Will Barnet
PROFILE-April 2009
by Suzette McAvoy
The timeless art of an American master
…like Poussin, I would like to put reason in the grass and tears in the sky
—Paul Cezanne
Standing on a high bluff overlooking the sea, artist Will Barnet fell in love with Maine on his first visit to the state more than fifty years ago; it is a love affair that has not diminished with time.
Nearly every summer since, the 98-year-old artist and his wife Elena have returned to the Maine coast, first to Chamberlain on the Pemaquid peninsula, where they had a home for many years, and more recently to Rock Gardens Inn, a group of charming historic cottages in Sebasco Estates, which is owned by their daughter Ona.
Barnet’s attraction to Maine was immediate and lasting. The artist vividly recounts his first visit as if it occurred yesterday; he and Elena had just spent part of the summer in Italy, and memories of the dramatic scenery along Almafi Drive were fresh in his mind as he looked down at the Maine coastline. What he saw was “just as exciting” as the landscapes of Italy, and he vowed to create work about Maine that captured “this sense of feeling about nature and the beauty and excitement that goes with it.”
Having recently been in Rome, Barnet was thinking of the Roman landscapes of the seventeenth-century French master Nicolas Poussin, whom he greatly admires. “I wanted my Maine paintings to relate to Poussin’s journey into Rome, to dovetail Poussin’s,” he says, “and to contain the same spiritual quality.”
Over the next decade and a half, Barnet worked almost exclusively with Maine as his subject, creating the finished pieces in his New York City studio, located in the National Arts Club near Gramercy Park, based on hundreds of drawings completed on-site. “Drawing is extremely important to me,” says the artist, “it is my medium for developing an idea.” Through a series of drawings, Barnet moves from an initial rough sketch to the abstract organization of forms and a fuller realization of mood, before settling into his final refinements. To work out colors he will occasionally add a watercolor study as well.
“My palette changed when I came to Maine and began to devote my energies and ideas to it,” he says. His previous Mediterranean colors shifted to a cooler northern palette that reflected the quality of light that he encountered. “Maine is special—even when it is a bright summer day the quality of light here is different.”
To capture the unique character of Maine light, Barnet builds up his skies with successive layers of paint, beginning with rich warm hues underneath that gradually shift to gray-blues on top. In works such as Seagull, this process also gives added weight to the color of the sky, balancing it against the heaviness of the ocean.
Balance is extremely important in Barnet’s compositions, which display a sense of poise and harmony that betray his admiration for classically conceived structure. Nothing in his work is left to chance—every element is considered in relation to every other. Yet so consummate is Barnet’s skill that his work never appears labored—it seems effortless and timeless, existing, as Ira Goldberg has written, “in a world of metaphor.”

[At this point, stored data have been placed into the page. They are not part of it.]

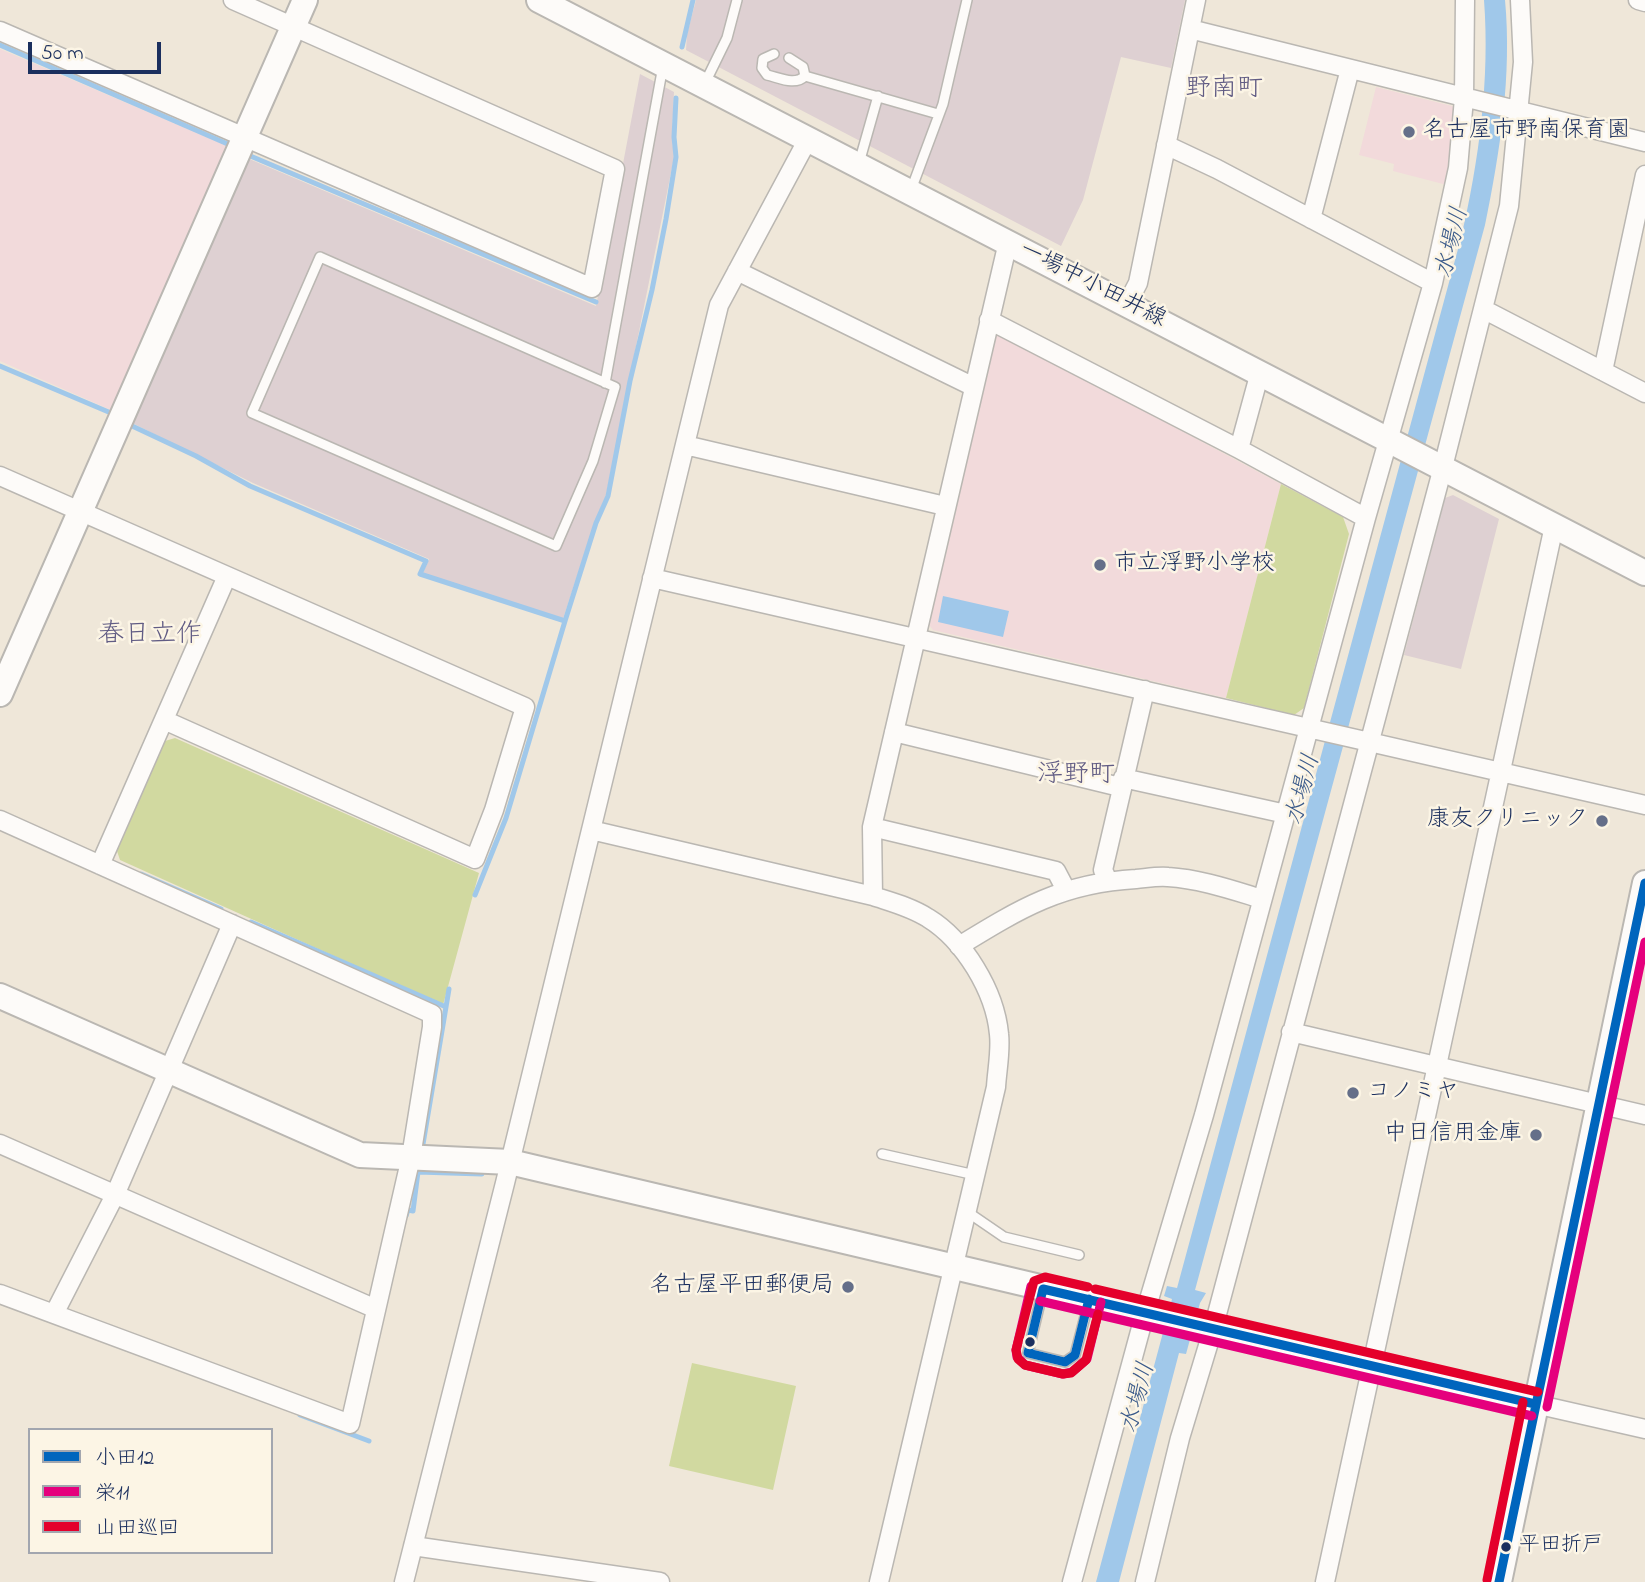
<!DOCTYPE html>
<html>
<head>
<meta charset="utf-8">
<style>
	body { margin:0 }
	#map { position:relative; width:1645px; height:1582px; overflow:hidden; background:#efe7d9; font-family:"Indie Flower","Klee One",sans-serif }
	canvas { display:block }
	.legend { position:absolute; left:28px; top:1428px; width:245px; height:126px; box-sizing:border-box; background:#fcf5e5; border:2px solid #a2a6af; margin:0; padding:9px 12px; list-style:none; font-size:21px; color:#1b2f5e }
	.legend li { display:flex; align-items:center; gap:14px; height:35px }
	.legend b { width:35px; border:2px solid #a2a6af }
	.scale { position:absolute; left:28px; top:42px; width:133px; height:32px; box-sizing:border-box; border:4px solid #1b2f5e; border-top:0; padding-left:9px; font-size:21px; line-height:24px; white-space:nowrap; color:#1b2f5e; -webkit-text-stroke:5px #fcf5e5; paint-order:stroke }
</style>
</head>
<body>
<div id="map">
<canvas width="1645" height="1582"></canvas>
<ul class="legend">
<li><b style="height:9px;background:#0065bd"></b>小田12</li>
<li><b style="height:9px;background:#e5007d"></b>栄11</li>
<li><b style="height:9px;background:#e4002b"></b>山田巡回</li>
</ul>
<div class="scale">50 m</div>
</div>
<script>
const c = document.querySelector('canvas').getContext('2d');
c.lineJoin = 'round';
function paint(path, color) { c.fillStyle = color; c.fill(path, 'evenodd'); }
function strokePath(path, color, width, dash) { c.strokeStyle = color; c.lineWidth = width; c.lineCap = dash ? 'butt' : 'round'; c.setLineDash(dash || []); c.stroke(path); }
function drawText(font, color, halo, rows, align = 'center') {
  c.font = font + ' "Indie Flower","Klee One",sans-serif'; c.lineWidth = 5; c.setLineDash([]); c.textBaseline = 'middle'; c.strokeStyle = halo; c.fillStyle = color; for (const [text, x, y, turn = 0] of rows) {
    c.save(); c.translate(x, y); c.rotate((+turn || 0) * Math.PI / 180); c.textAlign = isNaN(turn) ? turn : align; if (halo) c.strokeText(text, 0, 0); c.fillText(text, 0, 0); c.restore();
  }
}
const built = new Path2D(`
	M0 49 230 147 113 411 0 361Z
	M1376 87 1452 106 1456 110 1447 185 1393 171 1394 164 1359 155Z
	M1002 335 1281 484 1226 698 933 630 926 621 992 336Z`);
const industrial = new Path2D(`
	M696 0H1185L1171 68 1121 57 1083 200 1061 246 686 50 687 34Z
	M640 74 674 92 672 136 674 158 606 495 595 521 563 619 423 573 429 559 253 483 130 422 247 158 596 306Z
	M1453 495 1499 519 1461 669 1404 655 1445 498Z`);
const green = new Path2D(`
	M1281 484 1343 517 1349 534 1304 708 1294 715 1226 698Z
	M175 738 479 873 443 1005 120 860 117 851 165 741Z
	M692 1363 796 1386 773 1490 669 1466Z`);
const water = new Path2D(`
	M1484 0H1505C1512 75 1500 152 1485 225L1195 1290 1206 1293 1200 1303 1186 1354 1179 1353 1119 1582H1096L1172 1299 1164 1296 1167 1286 1177 1288 1461 238C1479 161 1490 79 1484 0Z
	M943 596 1009 611 1003 637 938 622Z`);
const stream = new Path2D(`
	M0 45 230 145
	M682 47 693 0
	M248 155 596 302
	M0 366 111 413
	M130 425 196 456 250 486 426 561 420 574 565 621
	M141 874 221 909
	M475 895 506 818 565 621 596 523 608 496 630 381 652 290 666 219 676 157 674 137 676 98
	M251 922 446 1007
	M423 1144 449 989
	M406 1216 408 1210 413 1211 418 1172 482 1174
	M300 1415 369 1441`);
const lane = new Path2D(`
	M774 54 763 59 762 68 767 75C780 78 795 86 805 76L938 114
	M789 58 803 67 805 76
	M705 83 727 38 737 0
	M859 163 878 96
	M911 190 943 104 967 0
	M320 257 615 387 593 461 556 546 252 413Z
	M605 383 663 66
	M882 1154 975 1175
	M966 1211 1004 1237 1079 1255
	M1043 1290 1028 1353 1065 1362 1075 1355 1089 1301`);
const street = new Path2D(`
	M1638 0 1645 2
	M1190 29 1645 142
	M0 31 592 288 615 169 233 0
	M1166 145 1217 169 1433 283
	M1311 219 1350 69
	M737 271 974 387
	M1127 304 1138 283 1196 0
	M1483 309 1645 393
	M989 320 1239 449 1366 518
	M1603 371 1645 175
	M685 445 945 506
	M1239 449 1260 372
	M0 476 525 707 494 810 475 859 164 720
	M652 578 1645 805
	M894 732 1120 787
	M1123 778 1286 814
	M0 820 432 1014V1027L411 1157 350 1424 0 1294
	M872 827 1056 871 1066 890
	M591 830 873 896C891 902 911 907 928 918 964 940 995 991 999 1034 1001 1051 997 1070 996 1087L879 1582
	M100 865 227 576
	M1108 881 1103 870 1145 690
	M873 896 872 827 1008 242
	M959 946C1021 908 1062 883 1136 879 1147 878 1158 876 1168 877 1200 879 1232 890 1262 899
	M1291 1032 1645 1115
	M0 1144 376 1309
	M54 1314 115 1195 232 924
	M1535 1404 1645 1429
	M413 1546 660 1582
	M404 1582 505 1183 719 305 808 139
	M1072 1582 1145 1313 1204 1115 1366 518 1433 283 1458 168 1464 98 1465 0
	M1145 1582 1180 1438 1213 1329 1443 467 1509 206 1523 62 1520 0
	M1325 1582 1554 526`);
const secondary = new Path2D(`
	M539 0 1645 573
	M0 694 305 0
	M0 996 360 1155 510 1162 1535 1404
	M1499 1582 1645 883`);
const bus1 = new Path2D(`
	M1043 1289 1535 1404
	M1043 1289 1028 1353 1065 1362 1075 1355 1089 1299
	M1499 1582 1645 883`);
const bus2 = new Path2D(`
	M1031 1286 1016 1350 1017 1357 1025 1365 1063 1374 1072 1372 1087 1359 1101 1302
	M1040 1301 1532 1416
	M1547 1407 1645 942`);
const bus3 = new Path2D(`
	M1088 1287 1045 1277 1034 1281 1016 1350 1018 1359 1025 1365 1063 1374 1071 1373 1086 1360 1098 1314
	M1095 1289 1538 1392
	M1487 1580 1523 1402`);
const markers = [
	[1409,132,7,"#656f89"],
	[1100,565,7,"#656f89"],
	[1602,821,7,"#656f89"],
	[1353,1093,7,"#656f89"],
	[1536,1135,7,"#656f89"],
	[848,1287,7,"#656f89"],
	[1030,1342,6,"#1b2f5e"],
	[1506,1547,6,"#1b2f5e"]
];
const busNames = [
	["平田折戸",1519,1547]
];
const poiNames = [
	["名古屋市野南保育園",1423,132],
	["市立浮野小学校",1114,565],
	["康友クリニック",1588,821,"right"],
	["コノミヤ",1367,1093],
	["中日信用金庫",1522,1135,"right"],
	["名古屋平田郵便局",834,1287,"right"]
];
const streetNames = [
	["一場中小田井線",1092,286,27]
];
const waterNames = [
	["水場川",1454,243,-76],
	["水場川",1305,790,-75],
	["水場川",1140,1398,-75]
];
const quarterNames = [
	["野南町",1224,91],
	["春日立作",150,637],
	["浮野町",1076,777]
];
paint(built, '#f2dadb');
paint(industrial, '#ded0d2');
paint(green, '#d1d9a0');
paint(water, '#a0c8ea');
strokePath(stream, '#a0c8ea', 5);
strokePath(lane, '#bab7b2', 12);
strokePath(street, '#bab7b2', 21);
strokePath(secondary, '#bab7b2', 28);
strokePath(lane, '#fdfbf9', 9);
strokePath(street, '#fdfbf9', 18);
strokePath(secondary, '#fdfbf9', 24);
strokePath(bus1, '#0065bd', 9);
strokePath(bus2, '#e5007d', 9);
strokePath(bus3, '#e4002b', 9);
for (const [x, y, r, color] of markers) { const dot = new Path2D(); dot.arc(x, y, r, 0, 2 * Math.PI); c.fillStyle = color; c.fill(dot); strokePath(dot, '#fcf5e5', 2.5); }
drawText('21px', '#1b2f5e', '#fcf5e5', busNames, 'left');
drawText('23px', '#1b2f5e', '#fcf5e5', poiNames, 'left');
drawText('23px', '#1b2f5e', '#fcf5e5', streetNames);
drawText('italic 24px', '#39598a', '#fcf5e5', waterNames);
drawText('26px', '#615c84', '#fcf5e5', quarterNames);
</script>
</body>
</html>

The timeless nature of Barnet’s work is particularly evident in his Woman and the Sea series, a large body of work begun in the 1970s that was inspired by seeing his wife Elena standing on the porch of their Chamberlain home one evening, gazing out to sea. The sight prompted Barnet, who grew up in the seafaring town of Beverly, Massachusetts, to recall the many women who have scanned the horizon throughout time for signs of a loved one returning from the sea.
Now well into his tenth decade, Will Barnet has had one of the longest and most distinguished careers in American art. His works are in some 200 museums around the world, and he has been the subject of more than eighty solo exhibitions. A highly respected teacher, Barnet taught for more than forty years at the Art Students League in New York City, as well as at other institutions, including Cooper Union, Cornell University, Yale University, and the Pennsylvania Academy of the Fine Arts.
He has always pursued a uniquely personal vision, independent of the vagaries of mainstream contemporary art. His work is shaped by his keen awareness of the art of our time, a devotion to humanity, and an appreciation for the art of native cultures and the classical principles of order and harmony.
Still actively working both in Maine and New York City, in his newest work Barnet builds on his Indian Space abstractions of the 1950s. “Now I’m working with abstract ideas again, but differently, much more playful and open. Instead of the forms edging in on one another in a monumental way, the forms are opening up—they’re much more musical,” says the artist.
On the day we spoke, Barnet had just finished critiquing the work of a former student who had brought by some recent paintings for him to see. Ever the teacher and generous in his support of other artists, Barnet enthusiastically praised the work of the younger artist before moving on to discuss his own work.
Last summer, in recognition of his outstanding contribution to the art of Maine and America, the Farnsworth Art Museum awarded Barnet their annual Maine in America award. That same year, on the occasion of his 97th birthday, he was honored by the New York Artists Equity Association as part of its sixtieth-anniversary celebrations.
When asked recently how he would like to be remembered, the artist didn’t hesitate in his reply: “To create timeless art has always been my great ambition, to add another chapter to what came before, another notch in the history of painting.”